* **YOUR GOAL**
Report how many lines below include the string "Block". Please keep the reply to that number.

Collected data entries:
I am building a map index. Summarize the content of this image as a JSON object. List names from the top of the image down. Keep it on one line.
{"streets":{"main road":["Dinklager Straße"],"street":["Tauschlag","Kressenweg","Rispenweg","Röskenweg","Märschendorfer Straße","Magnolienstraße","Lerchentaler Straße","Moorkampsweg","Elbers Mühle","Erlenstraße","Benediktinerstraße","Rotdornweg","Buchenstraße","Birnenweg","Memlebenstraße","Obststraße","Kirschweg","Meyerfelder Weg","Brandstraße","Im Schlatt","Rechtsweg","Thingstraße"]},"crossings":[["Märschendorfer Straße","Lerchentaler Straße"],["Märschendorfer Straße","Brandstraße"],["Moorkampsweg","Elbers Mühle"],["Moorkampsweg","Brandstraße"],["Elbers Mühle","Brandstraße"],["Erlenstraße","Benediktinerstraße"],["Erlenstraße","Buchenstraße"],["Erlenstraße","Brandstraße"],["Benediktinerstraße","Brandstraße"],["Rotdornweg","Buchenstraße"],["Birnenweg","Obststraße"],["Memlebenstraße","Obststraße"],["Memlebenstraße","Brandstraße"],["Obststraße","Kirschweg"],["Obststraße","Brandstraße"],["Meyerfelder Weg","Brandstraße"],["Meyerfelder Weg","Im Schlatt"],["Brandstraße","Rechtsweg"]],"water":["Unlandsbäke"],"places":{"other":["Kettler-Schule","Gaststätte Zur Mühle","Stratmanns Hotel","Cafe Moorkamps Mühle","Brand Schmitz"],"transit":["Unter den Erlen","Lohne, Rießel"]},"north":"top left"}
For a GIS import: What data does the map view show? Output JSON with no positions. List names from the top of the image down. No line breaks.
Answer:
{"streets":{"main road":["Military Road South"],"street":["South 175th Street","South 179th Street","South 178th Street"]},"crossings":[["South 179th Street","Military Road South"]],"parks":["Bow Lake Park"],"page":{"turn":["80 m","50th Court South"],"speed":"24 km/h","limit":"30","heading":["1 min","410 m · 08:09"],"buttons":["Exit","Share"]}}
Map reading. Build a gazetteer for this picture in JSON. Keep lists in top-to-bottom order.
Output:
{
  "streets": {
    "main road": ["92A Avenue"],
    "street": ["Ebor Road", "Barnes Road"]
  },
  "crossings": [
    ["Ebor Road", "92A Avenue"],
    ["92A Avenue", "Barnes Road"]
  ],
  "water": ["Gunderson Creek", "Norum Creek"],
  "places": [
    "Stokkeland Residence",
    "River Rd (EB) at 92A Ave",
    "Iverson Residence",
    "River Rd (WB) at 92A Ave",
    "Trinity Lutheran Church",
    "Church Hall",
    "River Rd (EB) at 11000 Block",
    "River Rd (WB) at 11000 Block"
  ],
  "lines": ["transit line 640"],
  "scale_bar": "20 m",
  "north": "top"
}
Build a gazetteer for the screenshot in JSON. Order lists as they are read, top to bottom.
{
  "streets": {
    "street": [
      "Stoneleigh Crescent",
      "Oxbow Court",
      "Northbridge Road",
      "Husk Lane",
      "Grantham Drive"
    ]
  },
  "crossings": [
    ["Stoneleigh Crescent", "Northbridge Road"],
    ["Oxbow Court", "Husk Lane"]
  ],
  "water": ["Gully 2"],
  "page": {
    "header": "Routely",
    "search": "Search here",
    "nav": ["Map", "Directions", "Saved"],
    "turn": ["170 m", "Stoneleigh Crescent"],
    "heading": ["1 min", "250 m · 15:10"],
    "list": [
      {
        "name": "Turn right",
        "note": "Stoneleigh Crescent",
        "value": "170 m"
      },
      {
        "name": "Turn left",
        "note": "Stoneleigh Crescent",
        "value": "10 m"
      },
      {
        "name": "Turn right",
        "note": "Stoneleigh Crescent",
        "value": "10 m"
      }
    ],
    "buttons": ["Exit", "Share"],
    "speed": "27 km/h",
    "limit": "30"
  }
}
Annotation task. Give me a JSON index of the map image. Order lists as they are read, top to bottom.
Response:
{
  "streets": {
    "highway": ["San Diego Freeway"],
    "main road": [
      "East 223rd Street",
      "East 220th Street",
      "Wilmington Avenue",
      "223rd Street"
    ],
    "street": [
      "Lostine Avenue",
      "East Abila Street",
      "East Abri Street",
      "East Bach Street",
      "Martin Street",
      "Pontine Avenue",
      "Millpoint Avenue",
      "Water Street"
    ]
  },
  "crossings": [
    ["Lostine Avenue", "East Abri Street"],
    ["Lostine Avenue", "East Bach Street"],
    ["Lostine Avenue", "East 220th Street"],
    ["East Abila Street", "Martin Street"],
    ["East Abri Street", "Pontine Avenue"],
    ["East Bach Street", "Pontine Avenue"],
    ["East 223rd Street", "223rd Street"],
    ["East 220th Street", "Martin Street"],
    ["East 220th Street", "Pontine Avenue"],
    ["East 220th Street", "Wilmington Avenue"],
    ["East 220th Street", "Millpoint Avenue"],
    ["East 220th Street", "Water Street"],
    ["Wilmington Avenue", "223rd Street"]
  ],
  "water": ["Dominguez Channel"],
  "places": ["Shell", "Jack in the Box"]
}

* **TASK ANSWER**
2